Dynamic Stokes' shift measurements using coumarin 153 as the fluorescence probe have been carried out to study solvation dynamics in two nonionic micelles, viz., triton-X-100 (TX-100) and triton-X-165 (TX-165). In both the micelles, the solvent relaxation dynamics is biexponential in nature. While the fast solvation time tau(s1) is seen to be almost similar for both the micelles, the slow solvation time tau(s2) is found to be appreciably smaller in TX-165 than in TX-100 micelle. Dynamic light scattering measurements indicate that the TX-165 micelles are substantially smaller in size than that of TX-100. Assuming similar core size for both the micelles, as expected from the similar chemical structures of the nonpolar ends for both the surfactants, the Palisade layer is also indicated to be substantially thinner for TX-165 micelles than that of TX-100. The aggregation number of TX-165 micelles is also found to be substantially smaller than that of TX-100 micelles. Fluorescence spectral studies of C153 dye in the two micelles indicate that the Palisade layer of TX-165 micelles is more polar than that of TX-100 micelles. Fluorescence anisotropy measurements indicate that the microviscosity in the Palisade layer of TX-165 micelles is also lower than that of TX-100 micelles. Based on these results it is inferred that the structure of the Palisade layer of TX-165 micelles is quite loose and have higher degree hydration in comparison to that of TX-100 micelles. Due to these structural differences in the Palisade layers of TX-165 and TX-100 micelles the solvation dynamics is faster in the former micelles than in the latter.

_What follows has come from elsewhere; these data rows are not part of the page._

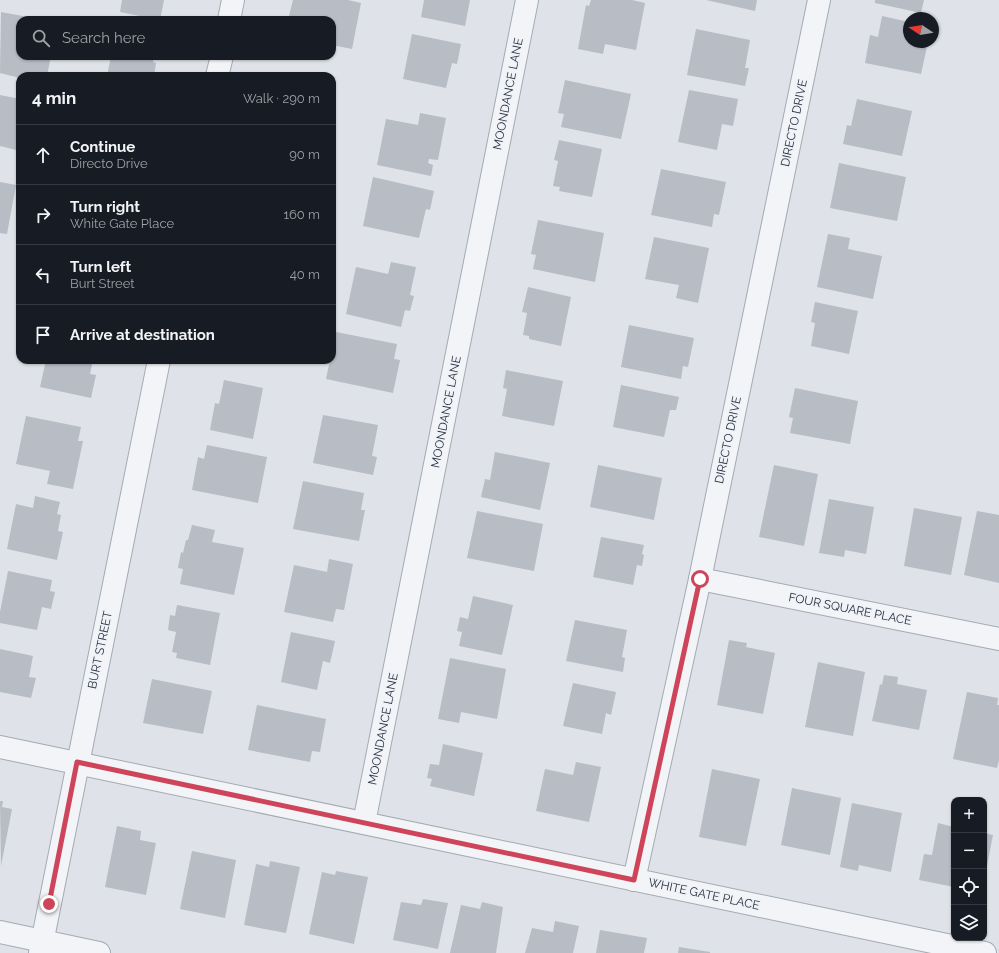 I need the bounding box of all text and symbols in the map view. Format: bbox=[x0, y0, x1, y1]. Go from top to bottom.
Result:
north arrow bbox=[903, 12, 939, 48]
search box bbox=[16, 16, 336, 60]
icon: search bbox=[30, 27, 52, 49]
text: Search here bbox=[62, 29, 145, 47]
street label: MOONDANCE LANE bbox=[490, 37, 526, 151]
street label: DIRECTO DRIVE bbox=[778, 78, 810, 168]
text: 4 min bbox=[32, 88, 76, 108]
text: Walk · 290 m bbox=[243, 91, 320, 106]
text: Continue bbox=[70, 138, 135, 156]
icon: ahead bbox=[32, 144, 54, 166]
text: 90 m bbox=[289, 147, 320, 162]
text: Directo Drive bbox=[70, 156, 148, 171]
text: Turn right bbox=[70, 198, 140, 216]
icon: right bbox=[32, 204, 54, 226]
text: 160 m bbox=[283, 207, 320, 222]
text: White Gate Place bbox=[70, 216, 174, 231]
text: Turn left bbox=[70, 258, 131, 276]
icon: left bbox=[32, 264, 54, 286]
text: 40 m bbox=[290, 267, 320, 282]
text: Burt Street bbox=[70, 276, 135, 291]
icon: arrive bbox=[32, 324, 54, 346]
text: Arrive at destination bbox=[70, 326, 215, 344]
street label: MOONDANCE LANE bbox=[428, 355, 464, 469]
street label: DIRECTO DRIVE bbox=[712, 395, 744, 485]
route start bbox=[691, 570, 709, 588]
street label: FOUR SQUARE PLACE bbox=[787, 590, 913, 628]
street label: BURT STREET bbox=[85, 609, 115, 690]
street label: MOONDANCE LANE bbox=[365, 672, 401, 786]
map controls bbox=[951, 797, 987, 941]
button: + bbox=[951, 797, 987, 833]
button: − bbox=[951, 833, 987, 869]
button: locate bbox=[951, 869, 987, 905]
street label: WHITE GATE PLACE bbox=[647, 875, 761, 913]
route end bbox=[40, 895, 58, 913]
button: layers bbox=[951, 905, 987, 941]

It has been further inferred that in the present systems the collective response of the water molecules at somewhat away from the probes is responsible for the faster component of the solvation time, which does not reflect much of the structural changes of the micellar Palisade layer. On the contrary, the slower solvation time component, which is mainly due to the single particle response arising from water molecules adjacent to the probe in the micellar Palisade layer, is largely affected by the structural changes in the micellar Palisade layer.